Reports to:                   Clinical Programme Manager (CPM)

 

Direct Reports:  None

 

PRINCIPAL ACCOUNTABILITIES:

 

• Oversee statistical aspects of clinical trials and non medical activities at all stages of the compound’s life cycle
• Acting either on single projects or on a number of different pieces of work in all stages of the lifecycle of the trial from design through to analysis and reporting.
• Represent the company concerning statistical matters in meetings or discussions with regulatory agencies

·         Provide statistical input to study designs and analysis

• Develop and write statistical analysis plans

·         Responsible for statistical analysis and appropriate programming for in house projects and provide objective interpretation of results

• Ensure that the case report forms capture the data in the format most suitable for the statistical analysis

·         Author and review statistical reports for inclusion into other documentation

• Develop and give presentations on statistical aspects of studies
• Provide a statistical quality control service while studies are in progress or reporting
• Manage statistical activity budgets

• Contributes to development work in relation to statistical analysis standards and template development
• Oversee the activities and performance of external vendors (e.g.

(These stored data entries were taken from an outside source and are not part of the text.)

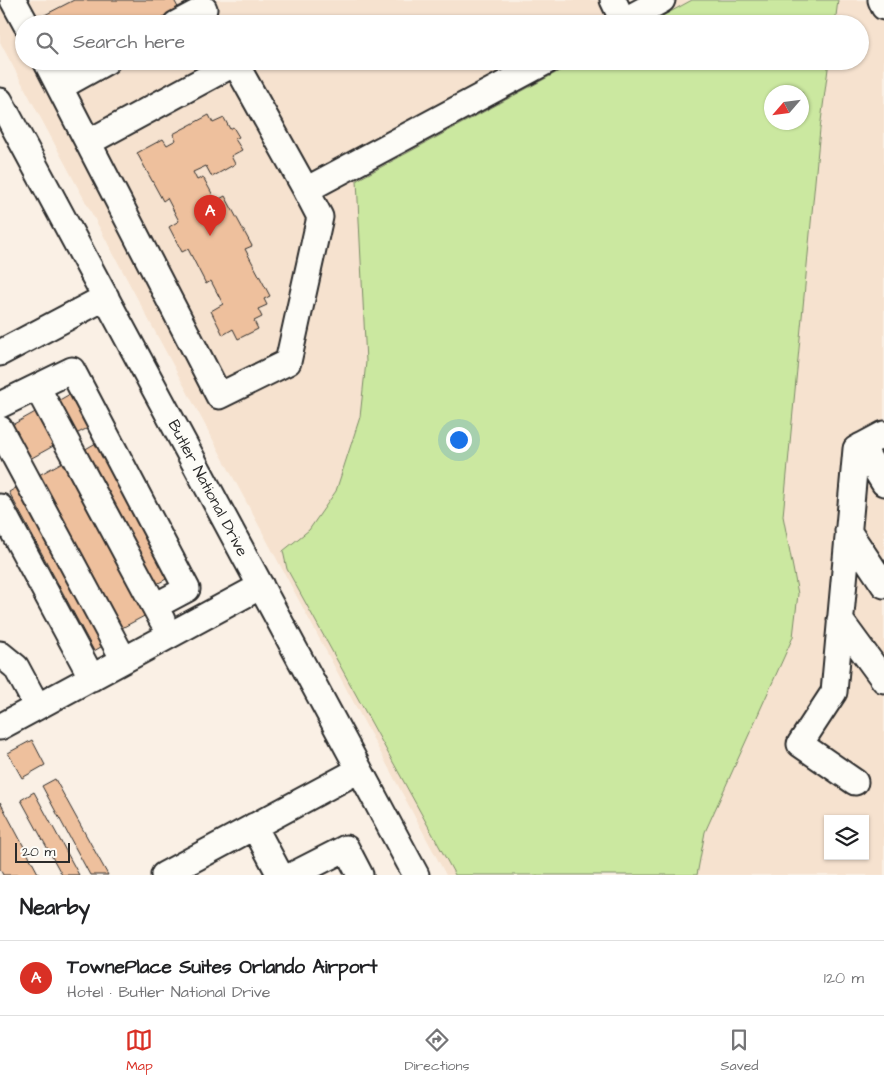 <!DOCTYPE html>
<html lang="en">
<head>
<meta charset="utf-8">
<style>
	:root { --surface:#fff; --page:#f6f6f6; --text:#202124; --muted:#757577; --line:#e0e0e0; --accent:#d93025 }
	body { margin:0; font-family:"Architects Daughter",sans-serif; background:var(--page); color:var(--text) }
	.controls { position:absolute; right:15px; bottom:15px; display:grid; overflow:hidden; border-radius:0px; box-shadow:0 1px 4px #0004 }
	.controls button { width:45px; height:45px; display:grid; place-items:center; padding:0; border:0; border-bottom:1px solid var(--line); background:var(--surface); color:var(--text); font:25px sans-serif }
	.compass { position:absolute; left:764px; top:85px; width:45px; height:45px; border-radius:50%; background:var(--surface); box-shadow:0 1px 4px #0004; rotate:242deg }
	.scale { position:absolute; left:15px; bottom:12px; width:55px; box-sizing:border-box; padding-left:5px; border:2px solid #2b2b2b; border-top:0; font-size:14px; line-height:18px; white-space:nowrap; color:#2b2b2b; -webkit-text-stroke:4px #fdfcf7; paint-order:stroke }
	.you { position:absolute; left:458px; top:439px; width:18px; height:18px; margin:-12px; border:4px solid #fff; border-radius:50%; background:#1a73e8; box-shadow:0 0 0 8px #1a73e833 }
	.badge { display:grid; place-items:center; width:32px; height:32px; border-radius:50%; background:var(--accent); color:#fff; font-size:16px; font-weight:700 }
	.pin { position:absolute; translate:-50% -41px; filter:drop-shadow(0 1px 2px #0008) }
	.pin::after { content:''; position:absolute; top:26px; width:18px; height:15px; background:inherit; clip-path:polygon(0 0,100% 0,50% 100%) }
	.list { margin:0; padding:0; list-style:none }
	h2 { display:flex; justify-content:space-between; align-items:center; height:65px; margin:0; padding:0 20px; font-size:21px }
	h2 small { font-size:16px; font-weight:400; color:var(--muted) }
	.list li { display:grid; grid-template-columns:32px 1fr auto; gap:15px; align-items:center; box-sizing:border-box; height:75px; padding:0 20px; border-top:1px solid var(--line) }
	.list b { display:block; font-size:19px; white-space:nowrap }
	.list p { margin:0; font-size:16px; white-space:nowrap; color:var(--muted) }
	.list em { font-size:16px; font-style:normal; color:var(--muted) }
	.icon { flex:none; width:28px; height:28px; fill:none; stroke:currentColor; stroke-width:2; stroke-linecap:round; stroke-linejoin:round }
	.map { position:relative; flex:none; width:884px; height:875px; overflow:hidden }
	.search { position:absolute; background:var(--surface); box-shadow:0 1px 4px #0004; left:15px; right:15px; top:15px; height:55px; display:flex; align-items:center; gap:12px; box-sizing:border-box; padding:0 18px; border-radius:28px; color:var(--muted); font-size:19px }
	.sheet { height:140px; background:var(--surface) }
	nav { display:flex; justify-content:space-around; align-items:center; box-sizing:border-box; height:70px; border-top:1px solid var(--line); background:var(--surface); font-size:14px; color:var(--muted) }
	nav a { display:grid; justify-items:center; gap:2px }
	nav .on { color:var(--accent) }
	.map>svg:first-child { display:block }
	.built { fill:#f6e2cf; fill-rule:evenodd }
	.green { fill:#cbe8a0; stroke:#7b8a66; fill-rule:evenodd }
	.building { fill:#eec09d; stroke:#2b2b2b }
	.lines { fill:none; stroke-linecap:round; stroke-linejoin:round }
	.minor-casing { stroke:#2b2b2b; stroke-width:29 }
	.minor { stroke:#fdfcf7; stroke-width:25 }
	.labels { text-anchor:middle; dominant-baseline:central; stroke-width:4.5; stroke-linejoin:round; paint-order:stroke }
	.street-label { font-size:16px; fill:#2b2b2b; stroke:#fdfcf7 }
</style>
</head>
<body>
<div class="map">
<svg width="884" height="875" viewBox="0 0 884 875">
	<rect width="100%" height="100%" fill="#faf0e5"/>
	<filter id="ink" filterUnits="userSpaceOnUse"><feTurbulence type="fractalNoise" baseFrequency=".02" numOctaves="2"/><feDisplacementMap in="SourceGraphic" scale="10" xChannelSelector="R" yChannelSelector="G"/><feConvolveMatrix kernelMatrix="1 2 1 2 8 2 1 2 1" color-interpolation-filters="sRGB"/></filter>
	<g filter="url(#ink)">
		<path class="built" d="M0,0H884V875H446L0,42ZM24,24H860V61H24ZM772,92H802V122H772ZM828,819H865V856H828Z"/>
		<path class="green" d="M692,0H838L835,24H648Z
			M578,61H829L820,129L783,516L798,594L793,637L705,832L697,875H455L287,569L283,551L309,530L336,491L360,417L366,362L357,180ZM772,92H802V122H772Z"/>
		<path class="building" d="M74,0H174L182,15L166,24H37L35,20Z
			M57,61H94L65,76Z
			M209,115L213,123L224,118L230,129L233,127L239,137L235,139L242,150L231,156L235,164L212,177L206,166L193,172L197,180L203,177L216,201L225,196L252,246L245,249L270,296L264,299L267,305L258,309L262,317L254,321L258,329L238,339L233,329L223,335L211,311L223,304L211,281L206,284L188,249L182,252L169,227L179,221L167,198L163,201L137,153L163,139L167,145L176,140L173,134Z
			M70,394L88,428L74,435L56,402Z
			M39,410L57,444L30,459L12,425Z
			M96,443L168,578L155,585L82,451Z
			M68,459L150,613L120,629L39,475Z
			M21,485L106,644L94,651L9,492Z
			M32,740L45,765L22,778L8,753Z
			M55,779L108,875H90L42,786Z
			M34,792L79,875H62L21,800Z
			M0,802L39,875H3L0,869Z"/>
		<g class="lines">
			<defs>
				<path id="minor" d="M13,0L26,24
					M613,0L623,21
					M881,0L884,7
					M176,24L204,9
					M618,24L662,0
					M46,61L219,396L288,362L320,217L306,190
					M234,61L306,190L547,61
					M60,87L107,61
					M0,101L416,875
					M89,142L235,63
					M0,353L106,297
					M37,387L162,620
					M0,405L72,370L187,589L155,606
					M0,429L124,660
					M861,446L884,483
					M0,507L92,678
					M848,531L884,585
					M840,620L884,680
					M0,654L16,667L37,706
					M0,727L261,586
					M855,782L800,744L834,692L856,449L884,434
					M254,826L280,875
					M164,875L359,770
					M293,875L346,848L360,875"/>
			</defs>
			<use href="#minor" class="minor-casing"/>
			<use href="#minor" class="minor"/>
		</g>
	</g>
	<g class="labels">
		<g class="street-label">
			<text transform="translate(208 488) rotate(62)">Butler National Drive</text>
		</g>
	</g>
</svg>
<div class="controls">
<button><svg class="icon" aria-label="layers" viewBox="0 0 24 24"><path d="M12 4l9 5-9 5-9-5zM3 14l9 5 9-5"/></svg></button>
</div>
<svg class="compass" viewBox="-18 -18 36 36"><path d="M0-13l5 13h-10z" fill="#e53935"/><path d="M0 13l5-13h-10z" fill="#757577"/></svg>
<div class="scale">20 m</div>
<div class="you"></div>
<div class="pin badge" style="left:210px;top:236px">A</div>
<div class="search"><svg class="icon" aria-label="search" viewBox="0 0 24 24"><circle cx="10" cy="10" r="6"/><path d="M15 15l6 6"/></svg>Search here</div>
</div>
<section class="sheet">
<h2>Nearby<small></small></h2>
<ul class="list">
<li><span class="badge">A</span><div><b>TownePlace Suites Orlando Airport</b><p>Hotel · Butler National Drive</p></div><em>120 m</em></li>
</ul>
</section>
<nav>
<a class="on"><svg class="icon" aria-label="map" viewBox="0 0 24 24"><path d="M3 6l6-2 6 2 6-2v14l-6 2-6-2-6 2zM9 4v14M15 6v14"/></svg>Map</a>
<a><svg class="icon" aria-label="directions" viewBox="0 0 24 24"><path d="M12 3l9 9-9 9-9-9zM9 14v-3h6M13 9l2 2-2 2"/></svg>Directions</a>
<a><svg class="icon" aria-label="saved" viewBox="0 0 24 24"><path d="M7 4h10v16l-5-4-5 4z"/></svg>Saved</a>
</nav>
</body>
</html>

CROs) by
  • Defining statistical analysis  requirements (i.e. tasks and deliverables) for studies that would be outsourced.
  • Be involved in the evaluation of CRO proposals and provide recommendations for selection.
  • Review Contract/Financial related documentation and provide updates to Senior Management as required.
  • Assist/Partake in Project Meetings organised by CRO.
  • Review and approve medical writing plans from CRO ensuring that they meet the requirements for the study.
  • Act as an interface between Ineos and the CRO and provide regular study updates to clinical team.
  • Regularly review Project Plan(s) and receive study updates from CRO on progress towards deliverables.
  • Assess progress, identify issues and review proposed solutions from CRO for appropriateness.
  • Receive regular updates from CRO on project resourcing and quality issues that impact on deliverables or timelines. Evaluate solution and as required, escalate to Senior Management if not appropriate with proposals.
• Represent the statistics function for assigned tasks on internal Clinical Project Teams.
• Participates in company process improvement and development initiatives.
• Develop appropriate SOPs

 

Other requirements:

 

·                To be office based

·                This role may also involve supporting the USA team if required

 

 

SPECIAL FEATURES

 

The role requires expertise in statistics and SAS programming with a good understanding of the requirements for documentation content and format to ICH GCP standards, applicable competency in this field through self study and supported company training programmes.

 

 

KNOWLEDGE/EXPERIENCE/SKILLS NEEDED

·                A M.Sc. or higher degree in statistics

·                Minimum of 5-7 years experience of statistics in a clinical environment

·                Highly developed and proven knowledge of statistical principles, SAS programming skills and clinical drug development in the pharmaceutical industry

·                knowledge of database and interface systems

·                Demonstrated success in the preparation of statistical reports

·                Excellent working knowledge of current statistical guidelines in the EU and USA

·                Experience of working with/within CROs

·                Ability to work autonomously without appreciable supervision; providing good organisation, prioritisation and communication skills with demonstrable strong problem solving expertise

·                Demonstrates flexibility to adapt quickly to changing plans and priorities

·                Well-developed computer skills including proficiency in Word, Powerpoint and Excel

·                Use of project management tools and graphics packages also desirable

·                Able & willing to travel [UK and abroad] (valid driving license required).